The last ice age endured for about 100,000 yrs. Some 18,000 yrs ago, mammoths, sabre-toothed tiger and woolly rhino (preyed on by prehistoric man) roamed our land. Thick ice sheets lay to the North, whilst to the South was tundra - much like that now seen in Northern Siberia. Then 10,000 years later, the ice sheets started to melt and the tundra receded; sea levels rose and low lying areas were flooded. The North Sea and English Channel formed, cutting us off from mainland Europe. This was a gradual process (in our terms) and as Europe warmed, trees migrated northwards - some reaching the UK before we were cut off from the rest of Europe. Most plant colonisation was by seed and spores, animals followed bringing with them other taxa.
We, as a group of islands, had a depleted stock of trees, probably harbouring fewer pathogens or diseases to which the trees had resistance. Forests formed, their make up or species composition changed with changing climate. We cleared most of the forests, probably some 4,000 years ago. By contrast, mainland Europe had a much wider assemblage, different pathogens and a tree stock resistant to some.
Will we ever learn?
Since then, we have introduced many useful trees species for timber production and ornament, mostly grown from seed and propagated here so these come without disease. As Britain has a natural barrier to pathogens from mainland Europe, our indigenous trees have grown without them; they may not have natural immunity. Our sylvan history is littered with pathogens we have imported plants and plant material (including timber) from all corners of the world. Dutch elm disease was introduced on logs imported from Canada – one forester told me the logs still underbark at dockside were ‘heaving’ with insects! Phytophthora ramorum came to us through imports - probably from Asia.

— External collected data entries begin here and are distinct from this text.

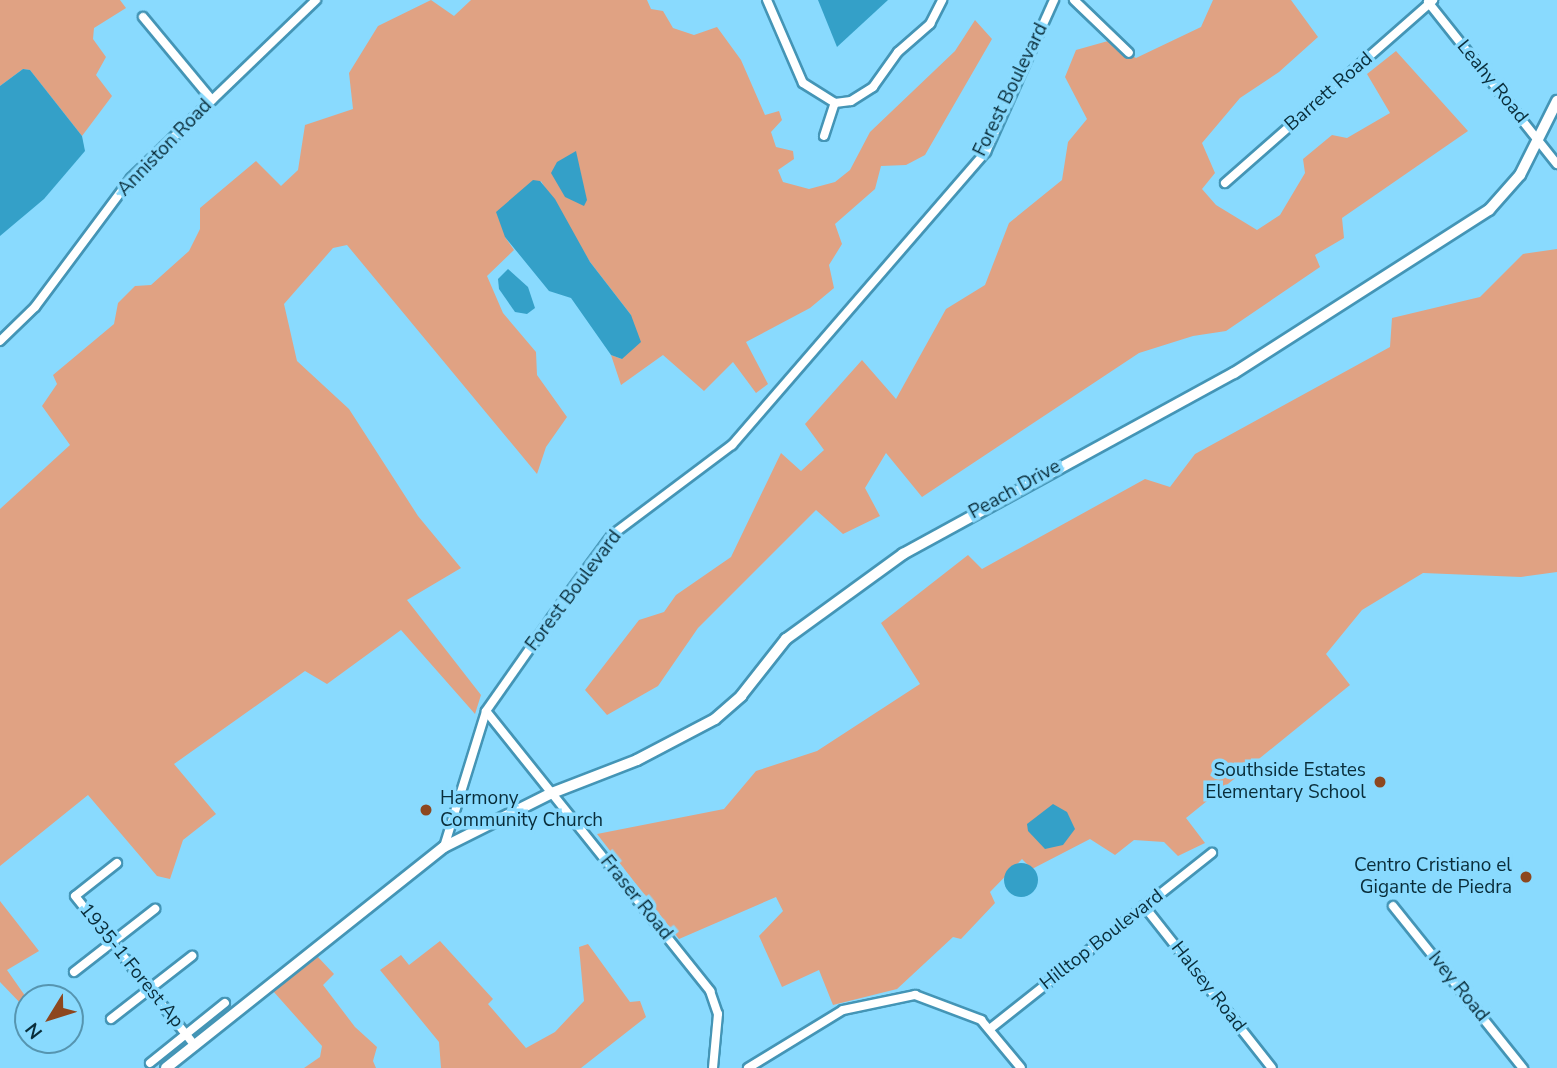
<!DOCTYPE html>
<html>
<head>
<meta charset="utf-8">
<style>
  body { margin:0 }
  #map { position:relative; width:1557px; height:1068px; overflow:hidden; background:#89dafe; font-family:"Nunito Sans",sans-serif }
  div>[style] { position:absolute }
  .green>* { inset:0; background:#e0a283 }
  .water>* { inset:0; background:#34a0c8 }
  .round { border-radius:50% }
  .roads { filter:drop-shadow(2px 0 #4495b6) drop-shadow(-2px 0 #4495b6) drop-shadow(0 2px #4495b6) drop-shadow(0 -2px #4495b6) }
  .minor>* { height:8px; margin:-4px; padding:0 4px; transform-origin:4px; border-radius:4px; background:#fff }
  .major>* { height:10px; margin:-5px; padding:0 5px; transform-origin:5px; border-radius:5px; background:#fff }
  .dots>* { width:19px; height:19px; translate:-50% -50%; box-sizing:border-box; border:4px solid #89dafe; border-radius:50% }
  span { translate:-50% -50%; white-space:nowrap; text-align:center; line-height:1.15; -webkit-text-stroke:7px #89dafe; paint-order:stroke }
  .street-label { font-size:19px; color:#092d3a }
  .poi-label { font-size:19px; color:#092d3a }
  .right { translate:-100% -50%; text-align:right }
  .left { translate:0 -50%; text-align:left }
  .north { position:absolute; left:14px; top:984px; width:70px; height:70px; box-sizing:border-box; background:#89dafe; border:2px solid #5695b0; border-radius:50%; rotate:232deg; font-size:19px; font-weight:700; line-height:28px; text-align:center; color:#092d3a }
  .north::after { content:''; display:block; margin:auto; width:24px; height:32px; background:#8d471f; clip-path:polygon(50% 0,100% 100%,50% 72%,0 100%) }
</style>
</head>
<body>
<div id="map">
  <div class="green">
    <div style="clip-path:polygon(0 0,120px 0,126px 8px,94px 28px,93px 39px,106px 57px,96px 75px,112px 96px,82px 136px,30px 70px,23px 69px,0 86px)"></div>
    <div style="clip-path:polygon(431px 0,454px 16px,471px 0,647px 0,651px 9px,663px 11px,673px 28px,694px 35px,717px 27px,741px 60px,765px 115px,779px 111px,782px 120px,771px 132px,776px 147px,793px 151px,794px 159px,778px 170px,783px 182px,809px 189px,835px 182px,850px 170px,870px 132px,955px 51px,975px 20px,992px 39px,925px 155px,906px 165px,881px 166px,875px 189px,835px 224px,842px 244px,829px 265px,834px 288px,810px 308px,746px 342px,768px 384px,756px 393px,733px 362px,704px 391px,663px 355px,621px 385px,611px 355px,622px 359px,631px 315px,590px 262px,541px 181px,505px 237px,514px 250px,487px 276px,503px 313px,536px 352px,537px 375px,567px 417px,546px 447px,537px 474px,347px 245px,333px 248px,284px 304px,297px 361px,349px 409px,418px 516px,461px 568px,407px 600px,481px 695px,475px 714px,401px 630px,327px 684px,305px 671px,174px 764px,216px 814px,183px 840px,170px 879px,157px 876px,88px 795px,0 866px,0 509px,70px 445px,42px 406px,57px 384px,53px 375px,114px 324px,118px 303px,135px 286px,151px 285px,189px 251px,200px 229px,200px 208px,256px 161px,281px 186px,298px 170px,305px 125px,353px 109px,349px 73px,378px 26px)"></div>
    <div style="clip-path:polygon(1213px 0,1291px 0,1318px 37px,1279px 72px,1240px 98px,1202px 143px,1215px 173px,1202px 189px,1216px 205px,1257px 230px,1280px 215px,1305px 173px,1303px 159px,1332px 135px,1347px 138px,1390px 113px,1367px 74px,1396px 51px,1468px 131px,1342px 218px,1344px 238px,1315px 255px,1320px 267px,1226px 331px,1193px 336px,1139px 353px,922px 497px,886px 453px,865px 488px,880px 516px,843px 534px,816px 510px,698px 628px,658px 686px,607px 715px,585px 690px,639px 620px,664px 612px,676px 595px,731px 557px,781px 453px,801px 471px,824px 450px,805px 424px,862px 360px,896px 399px,946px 309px,985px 285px,1009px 223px,1062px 180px,1068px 142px,1087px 119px,1065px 77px,1076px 50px,1108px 41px,1136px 58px,1201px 27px)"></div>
    <div style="clip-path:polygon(1557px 249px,1557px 572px,1521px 577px,1423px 573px,1362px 610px,1326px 654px,1350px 685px,1186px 818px,1205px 843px,1178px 856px,1164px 842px,1134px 840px,1115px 855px,1090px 839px,1032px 869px,1022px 859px,990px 892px,995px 903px,961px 939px,953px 937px,897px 989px,833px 1005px,819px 970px,782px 987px,759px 936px,783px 911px,776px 897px,679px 939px,597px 834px,724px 809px,756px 771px,817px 751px,920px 684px,881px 623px,968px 555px,982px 569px,1145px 479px,1170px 487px,1195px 454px,1390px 347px,1392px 318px,1480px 297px,1523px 254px)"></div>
    <div style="clip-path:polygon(0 901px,39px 951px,7px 970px,28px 1000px,24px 1007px,0 982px)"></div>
    <div style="clip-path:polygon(440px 941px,493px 999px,488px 1004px,526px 1048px,555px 1032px,584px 1001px,579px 947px,588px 944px,630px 1002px,640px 1001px,646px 1017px,581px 1068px,441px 1068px,439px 1042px,380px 970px,401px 955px,409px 965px)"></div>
    <div style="clip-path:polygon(317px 956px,334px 974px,323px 985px,355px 1027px,377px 1047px,373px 1061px,376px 1068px,304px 1068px,320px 1057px,322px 1046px,273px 991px)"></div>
  </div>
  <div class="water">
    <div style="clip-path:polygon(818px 0,888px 0,837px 47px)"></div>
    <div style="clip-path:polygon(23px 69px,30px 70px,82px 136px,85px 151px,44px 199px,0 236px,0 86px)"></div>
    <div style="clip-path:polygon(576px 151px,587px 200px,584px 206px,565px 197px,551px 173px,557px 162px)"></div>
    <div style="clip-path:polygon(533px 180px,540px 181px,555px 199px,590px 262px,631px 315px,641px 342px,622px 359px,611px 355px,571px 298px,549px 291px,505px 237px,496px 212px)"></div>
    <div style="clip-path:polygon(508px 269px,528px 287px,535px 308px,527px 314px,515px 312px,499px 289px,498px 279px)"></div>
    <div style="clip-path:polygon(1053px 804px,1067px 812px,1075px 829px,1063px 845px,1045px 849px,1028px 831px,1027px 824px)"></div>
    <div class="round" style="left:1004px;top:863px;width:34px;height:34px"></div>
  </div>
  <div class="roads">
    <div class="minor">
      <div style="left:767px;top:0;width:90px;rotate:66.6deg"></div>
      <div style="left:803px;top:83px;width:38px;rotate:32deg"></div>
      <div style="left:1074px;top:0;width:76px;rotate:43.9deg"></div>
      <div style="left:1428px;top:2px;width:207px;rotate:51.5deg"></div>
      <div style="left:143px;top:17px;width:108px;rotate:50.3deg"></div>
      <div style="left:835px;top:103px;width:16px;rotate:-7deg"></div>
      <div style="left:851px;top:101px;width:26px;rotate:-32deg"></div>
      <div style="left:873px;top:87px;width:43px;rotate:-54.5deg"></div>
      <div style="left:898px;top:52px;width:43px;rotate:-41.2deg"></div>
      <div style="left:930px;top:24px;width:27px;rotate:-63deg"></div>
      <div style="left:824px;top:136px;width:35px;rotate:-72deg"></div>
      <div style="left:1225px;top:183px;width:277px;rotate:-41.3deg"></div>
      <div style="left:0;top:341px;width:49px;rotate:-44.2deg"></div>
      <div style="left:35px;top:307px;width:161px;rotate:-53.3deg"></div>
      <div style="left:131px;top:178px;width:257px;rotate:-43.9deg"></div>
      <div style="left:486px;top:711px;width:359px;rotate:51.3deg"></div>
      <div style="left:710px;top:991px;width:24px;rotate:71deg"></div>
      <div style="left:718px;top:1014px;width:54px;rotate:95.3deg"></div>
      <div style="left:444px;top:847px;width:142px;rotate:-72.8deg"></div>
      <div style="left:486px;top:711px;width:127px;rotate:-54.9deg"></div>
      <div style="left:559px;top:607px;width:89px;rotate:-53.6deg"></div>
      <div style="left:612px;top:535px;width:150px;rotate:-36.9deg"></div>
      <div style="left:732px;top:445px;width:388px;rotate:-49.1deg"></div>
      <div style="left:986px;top:152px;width:167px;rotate:-65.9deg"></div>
      <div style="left:117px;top:863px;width:53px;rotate:141.8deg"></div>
      <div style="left:75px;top:896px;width:192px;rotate:51.3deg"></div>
      <div style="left:1144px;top:906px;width:206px;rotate:51.7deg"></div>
      <div style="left:1393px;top:906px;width:208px;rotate:51.3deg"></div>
      <div style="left:74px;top:972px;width:103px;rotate:-37.9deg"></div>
      <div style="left:111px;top:1019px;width:103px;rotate:-37.9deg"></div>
      <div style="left:991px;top:1028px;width:282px;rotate:-38.4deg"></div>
      <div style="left:150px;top:1063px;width:96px;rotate:-38.7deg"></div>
      <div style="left:748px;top:1068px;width:111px;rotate:-31.4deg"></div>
      <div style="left:843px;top:1010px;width:74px;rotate:-11.8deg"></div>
      <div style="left:915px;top:995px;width:71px;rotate:20.7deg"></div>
      <div style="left:981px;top:1020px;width:62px;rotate:50.2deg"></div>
    </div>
    <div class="major">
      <div style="left:166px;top:1068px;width:355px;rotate:-38.5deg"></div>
      <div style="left:444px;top:847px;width:121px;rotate:-26.6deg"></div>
      <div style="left:552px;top:793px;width:91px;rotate:-21.2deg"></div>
      <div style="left:637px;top:760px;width:88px;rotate:-27.7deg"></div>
      <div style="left:715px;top:719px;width:35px;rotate:-41deg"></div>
      <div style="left:741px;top:696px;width:73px;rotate:-51.7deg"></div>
      <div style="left:786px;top:639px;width:145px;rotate:-36deg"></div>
      <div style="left:903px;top:554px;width:377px;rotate:-28.7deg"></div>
      <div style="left:1234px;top:373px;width:303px;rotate:-32.6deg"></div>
      <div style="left:1489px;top:210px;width:47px;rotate:-48.5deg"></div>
      <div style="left:1520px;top:175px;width:83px;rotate:-63.4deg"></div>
    </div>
  </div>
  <div class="dots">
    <div style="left:1380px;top:782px;background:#8d471f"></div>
    <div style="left:426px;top:810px;background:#8d471f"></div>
    <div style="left:1526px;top:877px;background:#8d471f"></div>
  </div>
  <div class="street-label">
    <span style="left:1492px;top:82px;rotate:51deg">Leahy Road</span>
    <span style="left:1011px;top:90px;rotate:-64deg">Forest Boulevard</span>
    <span style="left:1329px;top:92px;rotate:-41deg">Barrett Road</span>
    <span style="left:165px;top:148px;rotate:-46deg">Anniston Road</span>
    <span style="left:1015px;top:490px;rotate:-29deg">Peach Drive</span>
    <span style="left:574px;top:591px;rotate:-53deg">Forest Boulevard</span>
    <span style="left:636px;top:898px;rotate:51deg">Fraser Road</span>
    <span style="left:1102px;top:940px;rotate:-38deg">Hilltop Boulevard</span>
    <span style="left:131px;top:966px;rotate:51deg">1935-1 Forest Ap</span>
    <span style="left:1208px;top:987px;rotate:52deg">Halsey Road</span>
    <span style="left:1458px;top:987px;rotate:51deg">Ivey Road</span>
  </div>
  <div class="poi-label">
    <span class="right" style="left:1366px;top:782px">Southside Estates<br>Elementary School</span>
    <span class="left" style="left:440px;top:810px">Harmony<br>Community Church</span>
    <span class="right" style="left:1512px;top:877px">Centro Cristiano el<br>Gigante de Piedra</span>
  </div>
  <div class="north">N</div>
</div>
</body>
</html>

The key issue is not how to deal with ash dieback but should we just stop mass imports of nursery stock and other plant material? We are quite capable of growing ash in our nurseries. If we want better stock then we can import the seed and raise seedlings here with little risk. Sending British local provenance seed to Holland or Hungary and then importing the transplants makes no sense at all. Do foresters realise where their plants have come from? Of course it may be a natural process, and all we are doing is speeding it up by regular imports of diseased stock! In the creation of new plantations and forests in recent times, we have imported hundreds of thousands of young trees.
The Horticultural Trades Assoc (nursery stock trade body) could see the problem coming and have been lobbying a deaf DEFRA. The Secretary of State assures us they have acted quickly and with urgency – hmm! Is the Council of Europe any better prepared or following a coherent strategy?
I rather disagree with Peter Marren’s view, Independent 2nd Nov, see : http://www.independent.co.uk/voices/comment/its-not-neglect-its-our-love-of-planting-trees-that-has-caused-this-disaster-8278106.html . Tree planting isn’t new for foresters, it’s a continuous process. Yes, there has been some new planting by landowners and farmers, but our problem is import related rather than our love of trees. Trees and forests form the natural vegetation in the UK, perhaps our problem is there are just too few trees to absorb the waves of disease?
Patrick Barkham’s analysis in the Guardian 30th Oct, see : http://www.guardian.co.uk/environment/2012/oct/30/ash-tree-crisis-dieback-disease?INTCMP=SRCH describes our problem in his essay “The ash tree crisis: a disaster in the making”
I wonder if the Bishop of Liverpool and his panel of experts are feeling a little embarrassed now, the sale of some of the Forestry Commission woodlands is such a minor issue in comparison. Certainly the Forestry Commission (and Government) will need all its funds to contend with ash dieback and there will be no money for the Bishop’s wish list. As for the coalition government, if they want to do something for human health then ban ‘trans fats’ (there’s much talk of human health in the report).
What to Do? Pre-empt, Plant, Persevere, Keep Calm and Carry on.
Ash dieback is more than likely here and will spread. There’s probably little we can do now to stop it. Get planting, plan for the worst case scenario, for ornamentals get another species in nearby, if the ash succumbs your trees will be large enough to show. In woodlands start thinning any ash, restock with another species. Think continuous cover, underplant for the future and not clearfell.